Depuis septembre 2020, deuxième complication pour les agents : l’arrivée de la Cheffe de SES pour laquelle de nombreux signalements ont été faits. Les suites médicales sont en suspens. Il a fallu de nombreux mois avant que la direction n’intervienne et que des décisions d’intérim soient prises. Mais là encore, l’éloignement pèse sur les décisions.
Cet été, avec la quatrième vague, plusieurs agents ou leur famille ont été atteints directement par la maladie. Cependant, pour préoccupante que soit la situation, il ne faut ni virer dans le catastrophisme ni utiliser cette situation pour rajouter de l’angoisse au niveau d’inquiétude existant.

La CGT estime que la direction entretient un niveau de stress supérieur à celui qu’il devrait être par un discours confus. Cela a été particulièrement le cas lors du dernier GT du 23 août.
A cette occasion, il a
en effet été mélangé :
- la crise sanitaire et l’angoisse qui étreindrait les agents ;
- le départ à la retraite d’agents en 2022 voire 2023 ;
- le départ programmé du chef de SAR ;
- l’absence de la Cheffe de SES ;
- l’ordre d’ouverture du poste du Dirag par la DG ;
- une 2ᵉ possible mission de l’IG ;
- le départ possible de tous les membres du CD suite à cette mission ;
- et principalement, une non moins hypothétique réorganisation de la Dirag, liée à cette même mission.

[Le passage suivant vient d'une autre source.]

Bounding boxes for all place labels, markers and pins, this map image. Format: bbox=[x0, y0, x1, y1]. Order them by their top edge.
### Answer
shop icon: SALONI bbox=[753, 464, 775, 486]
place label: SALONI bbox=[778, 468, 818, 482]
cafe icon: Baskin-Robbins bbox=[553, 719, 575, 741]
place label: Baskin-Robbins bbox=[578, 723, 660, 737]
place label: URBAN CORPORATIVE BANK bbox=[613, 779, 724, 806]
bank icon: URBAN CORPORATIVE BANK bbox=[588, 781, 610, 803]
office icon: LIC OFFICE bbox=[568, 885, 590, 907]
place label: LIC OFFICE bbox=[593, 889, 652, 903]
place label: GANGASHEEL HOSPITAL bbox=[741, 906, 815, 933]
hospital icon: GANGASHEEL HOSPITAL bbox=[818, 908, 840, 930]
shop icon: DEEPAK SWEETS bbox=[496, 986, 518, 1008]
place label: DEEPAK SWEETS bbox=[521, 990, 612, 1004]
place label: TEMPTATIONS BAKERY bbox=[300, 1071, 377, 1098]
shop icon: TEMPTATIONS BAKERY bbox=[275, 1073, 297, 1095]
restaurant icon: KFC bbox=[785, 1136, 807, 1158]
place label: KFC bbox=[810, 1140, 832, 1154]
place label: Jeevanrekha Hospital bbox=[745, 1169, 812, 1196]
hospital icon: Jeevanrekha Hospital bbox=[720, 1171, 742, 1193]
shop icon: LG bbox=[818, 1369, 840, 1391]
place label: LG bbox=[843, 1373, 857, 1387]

Tout le discours a porté sur une réorganisation malvenue de la Dirag, apparemment scellée par une deuxième mission de l’IG sur laquelle les informations des participants du GT divergeaient. Rien de plus angoissant qu’une mission dont on ne connaît ni la date, ni les objectifs ni le déroulement pratique. D’ailleurs, les organisations syndicales, locales et nationales n’ont toujours pas le compte-rendu de la 1ere mission, malgré les demandes réitérées.

Pour la CGT, il y a des difficultés à la Dirag. Le problème n’est pas forcément l’organisation de la Dirag dans son ensemble, dont on nous annonce une réorganisation imminente, mais la communication interne avec les différents niveaux hiérarchiques et externe avec les MOA. La confusion se retrouve dans le livret d’accueil qui est d’ailleurs repris en CSTD après sa diffusion.

Ce CTSD doit examiner le dernier Duerp-Pap. Là encore, règne une certaine confusion, vu sa réalisation. Les réunions, dans lesquelles les agents auraient dû s’exprimer librement n’ont pas été tenues et ont été remplacées par un questionnaire. Combien d’agents ont répondu ? Ce mode de recensement est-il adapté à un recueil des risques qui se veut exhaustif ? De plus, comment peut-on croire à l’implication réelle de la direction dans le processus HSCT lorsque l’on voit l’inertie suite aux signalements de harcèlements.

Devant toutes ces incertitudes, ces atermoiements, ces confusions, ces non-dits, la CGT reste vigilante pour que les agents des différents établissements de la Dirag puissent travailler dans des conditions sereines et sûres tant physiquement que psychologiquement.

Cependant, la CGT ne participera à la suite du CTSD puisque les conditions d’un dialogue sain et serein ne lui paraisse pas rempli.